Single cell analysis of RNA foci shows a heterogeneous behavior
between and within patients´ myoblasts, with several molecular
alterations linked to muscle function
For these experiments, we developed a fast protocol of RNA foci
staining, in order to preserve RNA for posterior analysis. Two
approaches were used to perform RNA foci single cell quantification:
single cell Fluidigm C1 platform; and sorting cytometry.
In the first approach, previously stained, single myoblasts were
captured into the C1 IFC chip and were visible by bright field
microscopy (Figure 1A ). 4′,6-diamidino-2-phenylindole (DAPI)

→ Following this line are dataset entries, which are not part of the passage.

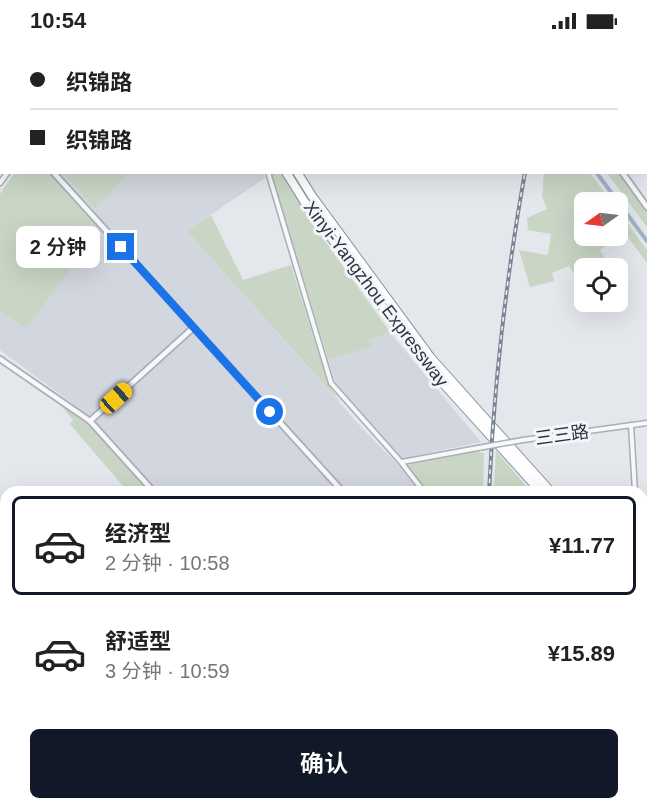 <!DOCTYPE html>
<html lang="zh">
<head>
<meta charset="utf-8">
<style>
	body { margin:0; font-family:Arial,"Noto Sans SC",sans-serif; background:#f2f2f2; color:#222; height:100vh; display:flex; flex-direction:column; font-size:22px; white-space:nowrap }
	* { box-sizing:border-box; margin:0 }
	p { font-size:20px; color:#767676 }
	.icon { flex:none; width:33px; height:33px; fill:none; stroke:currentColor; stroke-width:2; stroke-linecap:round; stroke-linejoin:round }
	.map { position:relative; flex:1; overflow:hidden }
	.drawer { position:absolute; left:0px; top:444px; width:648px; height:324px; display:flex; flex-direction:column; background:#fff; border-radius:18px 18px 0 0; box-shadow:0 6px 24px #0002 }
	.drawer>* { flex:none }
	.hud { position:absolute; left:0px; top:0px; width:648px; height:132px; box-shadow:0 6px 24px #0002; display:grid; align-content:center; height:132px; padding:0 30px; background:#fff }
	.needle { width:39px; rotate:256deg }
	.tools { position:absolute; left:574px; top:150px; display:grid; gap:12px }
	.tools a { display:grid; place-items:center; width:54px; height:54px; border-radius:9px; background:#fff; box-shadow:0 6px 24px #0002; font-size:30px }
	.end { position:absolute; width:27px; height:27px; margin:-14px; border:8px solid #1a73e8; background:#fff; box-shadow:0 0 0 3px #fff }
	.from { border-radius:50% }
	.bubble { position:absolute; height:42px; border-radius:9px; background:#fff; box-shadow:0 6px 24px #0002; font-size:20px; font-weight:600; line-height:42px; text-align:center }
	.car { position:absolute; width:18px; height:36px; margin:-18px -9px; border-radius:8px; box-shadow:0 0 4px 2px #0007; background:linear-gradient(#f5c518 24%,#345 0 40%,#f5c518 0 76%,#345 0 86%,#f5c518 0) }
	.hud b { display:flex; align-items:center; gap:21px; height:57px; font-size:22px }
	.hud b+b { border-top:2px solid #e0e0e0 }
	.hud i { width:15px; height:15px; background:#222 }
	ul { padding:10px 0 0; list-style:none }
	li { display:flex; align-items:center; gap:18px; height:99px; margin:0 12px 9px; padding:0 18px; border:3px solid transparent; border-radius:9px }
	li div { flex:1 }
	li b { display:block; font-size:22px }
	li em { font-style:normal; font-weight:600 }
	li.on { border-color:#111827 }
	li>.icon { width:54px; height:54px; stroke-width:1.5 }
	.primary-button { display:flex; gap:12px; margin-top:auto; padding:12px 30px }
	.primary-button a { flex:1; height:69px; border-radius:9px; background:#111827; color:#fff; font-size:24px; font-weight:600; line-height:69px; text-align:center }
	.status { display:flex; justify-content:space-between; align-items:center; height:42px; padding:0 30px; background:#fff; direction:ltr }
	.status svg { height:16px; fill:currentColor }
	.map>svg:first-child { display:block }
	.built { fill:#d2d6de }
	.green { fill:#c9d6c5 }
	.water { fill:#9fb4cc }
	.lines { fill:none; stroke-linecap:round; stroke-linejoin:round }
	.stream { stroke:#9fb4cc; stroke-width:1.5 }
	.canal { stroke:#9fb4cc; stroke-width:4 }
	.minor-casing { stroke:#a9aeb7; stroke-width:7 }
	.tertiary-casing { stroke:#a9aeb7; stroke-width:8 }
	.secondary-casing { stroke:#a9aeb7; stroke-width:8 }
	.trunk-casing { stroke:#8b94a3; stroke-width:10 }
	.motorway-casing { stroke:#8b94a3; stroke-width:10 }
	.minor { stroke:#f7f8fa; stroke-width:4 }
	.tertiary { stroke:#f7f8fa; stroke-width:4.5 }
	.secondary { stroke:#fff; stroke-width:5 }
	.trunk { stroke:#fff; stroke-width:7 }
	.motorway { stroke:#fff; stroke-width:8 }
	.rail-casing { stroke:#7d8696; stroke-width:4 }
	.rail { stroke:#f4f6f9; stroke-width:1.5; stroke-dasharray:4.5; stroke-linecap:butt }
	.minor-bridge-casing { stroke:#a9aeb7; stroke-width:7; stroke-linecap:butt }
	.minor-bridge { stroke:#f7f8fa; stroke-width:4 }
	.route { stroke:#1a73e8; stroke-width:8 }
	.labels { text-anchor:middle; stroke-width:6; stroke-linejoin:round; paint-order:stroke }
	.street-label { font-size:18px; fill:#2b3445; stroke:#f4f6f9 }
</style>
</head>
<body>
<div class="status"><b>10:54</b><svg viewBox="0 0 49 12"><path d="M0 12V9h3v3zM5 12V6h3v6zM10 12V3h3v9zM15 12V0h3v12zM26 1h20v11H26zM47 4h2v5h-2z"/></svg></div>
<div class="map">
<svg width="647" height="768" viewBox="0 0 647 768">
	<rect width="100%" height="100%" fill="#e4e7ec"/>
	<g class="built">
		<path d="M134,130L263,131L265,136L187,189L359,383L401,426L420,450H158L88,373L0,308V152L15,131H63L95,167L128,132Z"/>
		<path d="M390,290L416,322L481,400L401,417L336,344L328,317L372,305L370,298Z"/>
	</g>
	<g class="green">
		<path d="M15,130L49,131L100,188L26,286L0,269V152Z"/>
		<path d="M63,131H129L95,167Z"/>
		<path d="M271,131H281L314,184L390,290L370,298L372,305L328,317Z"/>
		<path d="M544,131H590L612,160H585V194H618V168L647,208V221L625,191L600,208L607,219L595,226H585V231L576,235L569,224L552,231L554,239L530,245L519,208L548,213L551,192L528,188L527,176L547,167L542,154Z"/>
		<path d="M607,131H619L647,170V185Z"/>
		<path d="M211,173L243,238L291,223L328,342L342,363L187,189Z"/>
		<path d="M59,361L89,383L149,450H128L70,382L73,378Z"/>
		<path d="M496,409L531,450H494Z"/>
		<path d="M474,410L484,411L483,450H426L408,424L411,421Z"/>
		<path d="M6,529V720L0,714V534Z"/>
	</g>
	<path class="water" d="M63,762H262L257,768H69Z"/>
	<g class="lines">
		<path class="stream" d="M127,2L128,0"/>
		<g class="canal">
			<path d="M500,0L501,2"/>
			<path d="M596,130L647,199"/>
		</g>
		<g class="minor-casing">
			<g id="minor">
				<path d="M161,0L162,2"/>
				<path d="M525,0L526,2"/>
				<path d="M111,2L112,0"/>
				<path d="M268,130L331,341L401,420L424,450"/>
				<path d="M0,141L8,130"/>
				<path d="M631,383L635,450"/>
				<path d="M523,398L647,381"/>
				<path d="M402,420L478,406"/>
				<path d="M642,503L647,536"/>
				<path d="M0,526L6,522"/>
				<path d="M642,585L645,582"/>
				<path d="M427,762L432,768"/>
				<path d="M519,768L523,762"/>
			</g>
		</g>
		<g class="tertiary-casing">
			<g id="tertiary">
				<path d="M646,56L647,55"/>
				<path d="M0,72L2,73"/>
				<path d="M53,130L343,450"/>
				<path d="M622,130L647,165"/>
				<path d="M0,317L90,379L154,450"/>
				<path d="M90,379L193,286"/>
				<path d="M270,768L274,762"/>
			</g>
		</g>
		<g class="secondary-casing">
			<g id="secondary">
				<path d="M0,729L6,736"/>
				<path d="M0,759L9,768"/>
				<path d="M31,762L37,768"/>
			</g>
		</g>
		<g class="trunk-casing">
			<g id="trunk">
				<path d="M0,739L6,745"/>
				<path d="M0,748L6,755"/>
				<path d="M13,762L19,768"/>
				<path d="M22,762L28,768"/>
			</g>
		</g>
		<g class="motorway-casing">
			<g id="motorway">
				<path d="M206,0L207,2"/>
				<path d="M214,0L215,2"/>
				<path d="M286,130L304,159L423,319L541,450"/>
				<path d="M297,130L312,154L431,316L551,450"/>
				<path d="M642,552L647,558"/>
				<path d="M642,562L647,567"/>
			</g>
		</g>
		<use href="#minor" class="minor"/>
		<use href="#tertiary" class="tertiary"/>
		<use href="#secondary" class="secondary"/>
		<use href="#trunk" class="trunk"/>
		<use href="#motorway" class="motorway"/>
		<g class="rail-casing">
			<g id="rail">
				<path d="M550,2V0"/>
				<path d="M489,450C494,343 506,236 525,130"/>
				<path d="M494,762L495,768"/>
			</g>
		</g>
		<use href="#rail" class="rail"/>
		<g class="minor-bridge-casing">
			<path id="minor-bridge" d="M478,406L523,398"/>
		</g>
		<use href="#minor-bridge" class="minor-bridge"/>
	</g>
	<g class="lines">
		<path class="route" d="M121,205L270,370"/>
	</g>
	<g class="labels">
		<g class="street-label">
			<text transform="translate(376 252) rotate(53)" y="6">Xinyi-Yangzhou Expressway</text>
			<text transform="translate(562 393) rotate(-8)" y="6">三三路</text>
		</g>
	</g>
</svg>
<div class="tools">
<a><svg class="needle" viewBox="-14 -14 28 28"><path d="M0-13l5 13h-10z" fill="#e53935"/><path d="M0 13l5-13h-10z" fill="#767676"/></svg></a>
<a><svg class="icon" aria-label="locate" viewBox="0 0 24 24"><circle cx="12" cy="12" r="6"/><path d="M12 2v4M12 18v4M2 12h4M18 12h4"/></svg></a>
</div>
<i class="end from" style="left:270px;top:370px"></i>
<i class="end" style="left:121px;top:205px"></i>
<div class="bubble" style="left:16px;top:184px;width:84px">2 分钟</div>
<i class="car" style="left:116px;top:356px;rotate:48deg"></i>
<div class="hud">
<b><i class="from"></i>织锦路</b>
<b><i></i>织锦路</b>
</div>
<section class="drawer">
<ul>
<li class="on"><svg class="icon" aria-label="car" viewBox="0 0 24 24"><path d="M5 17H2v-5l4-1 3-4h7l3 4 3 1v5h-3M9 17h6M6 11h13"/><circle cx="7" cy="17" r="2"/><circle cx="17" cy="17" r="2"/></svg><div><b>经济型</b><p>2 分钟 · 10:58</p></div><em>¥11.77</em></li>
<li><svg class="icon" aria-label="car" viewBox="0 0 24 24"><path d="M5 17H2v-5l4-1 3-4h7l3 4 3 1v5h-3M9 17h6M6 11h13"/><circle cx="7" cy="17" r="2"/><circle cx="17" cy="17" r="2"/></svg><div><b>舒适型</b><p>3 分钟 · 10:59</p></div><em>¥15.89</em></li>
</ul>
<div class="primary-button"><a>确认</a></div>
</section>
</div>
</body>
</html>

fluorescent signal was also visible in captured myoblasts. However, we
failed to detect RNA foci fluorescent signal (Figure 1B ), but
the latter could be detected in the same cells and with the same
staining when using standard immunocytochemistry (Figure 1C ).
We found incompatibility of the focal distance of the microscope with
the thickness of the chip, which was much higher and made it impossible
to focus on such small particles as the RNA foci.
Due to the problems found in the first approach, we started a second
approach based on sorting cytometry. By this technique, we were able to
isolate and count foci from 39 to 72 single myoblasts (depending on the
patient) of 120 myoblasts that were sorted for every patient
(Table S1 ). The wells from the 96-well plates used to sort the
myoblasts were analyzed with a fluorescent microscope. The number of RNA
foci per myoblast was manually annotated from right to left and top to
bottom in the plates.
We found evidence of heterogeneity in myoblast foci number both between
and within patients (Figure 2 , Table 1 ). The
percentage of DM1 myoblasts with RNA foci was high in three of the cell
lines (>80%). However, the distribution of RNA foci per
myoblast was very different in every patient (Figure 3 ). In all
myoblast cell lines we could find some myoblasts without foci,
indicating a dynamic process of foci accumulation, that reached a
maximum of 7 RNA foci in some myoblasts. However, when looking at all
the DM1 myoblasts analyzed in this study, we concluded that most of them
were carrying between 0 to 3 RNA foci (20% had 0 RNA foci, 21% 1 RNA
foci, 24% 2 RNA foci, 22% 3 RNA foci, 10% 4 RNA foci, and 2% 5-7 RNA
foci). No foci was observed in the myoblasts of healthy controls.
Although no correlation with CTG repeat number was found, P5 (who was
the carrier of the shortest CTG expansion in myoblasts) was showing the
highest number of myoblasts without RNA foci. Regarding muscle function
and disability, P4 (the most severely affected patient) had more
myoblasts carrying numerous foci than the rest of the patients and less
myoblasts without RNA foci. We found a correlation between 6MWD and the
mean number of foci per cell (p=0.017) and foci median (p=0.005).